→ Given entries

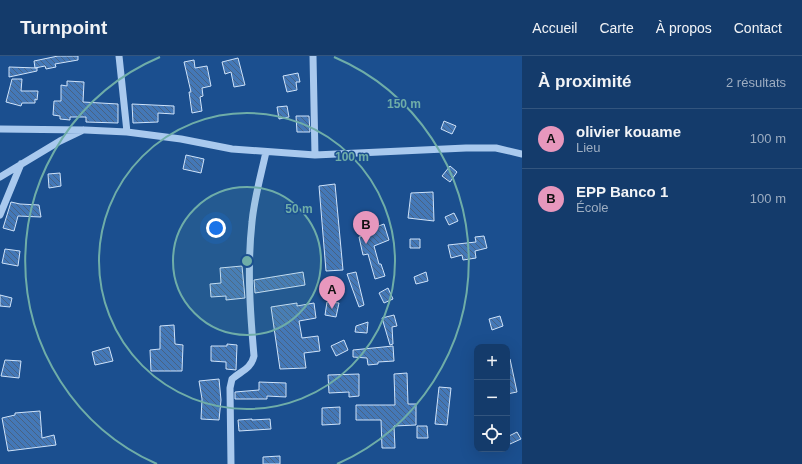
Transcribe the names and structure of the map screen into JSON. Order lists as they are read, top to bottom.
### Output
{
  "page": {
    "header": "Turnpoint",
    "nav": [
      "Accueil",
      "Carte",
      "À propos",
      "Contact"
    ],
    "heading": ["À proximité", "2 résultats"],
    "list": [
      {
        "mark": "A",
        "name": "olivier kouame",
        "note": "Lieu",
        "value": "100 m"
      },
      {
        "mark": "B",
        "name": "EPP Banco 1",
        "note": "École",
        "value": "100 m"
      }
    ],
    "pins": ["B", "A"],
    "map_buttons": ["+", "−"]
  },
  "rings": ["150 m", "100 m", "50 m"]
}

→ Task statement
Please output all the data exactly as given, with the pictures omitted.

→ Exercise response
Transcribe the names and structure of the map screen into JSON. Order lists as they are read, top to bottom.
### Output
{
  "page": {
    "header": "Turnpoint",
    "nav": [
      "Accueil",
      "Carte",
      "À propos",
      "Contact"
    ],
    "heading": ["À proximité", "2 résultats"],
    "list": [
      {
        "mark": "A",
        "name": "olivier kouame",
        "note": "Lieu",
        "value": "100 m"
      },
      {
        "mark": "B",
        "name": "EPP Banco 1",
        "note": "École",
        "value": "100 m"
      }
    ],
    "pins": ["B", "A"],
    "map_buttons": ["+", "−"]
  },
  "rings": ["150 m", "100 m", "50 m"]
}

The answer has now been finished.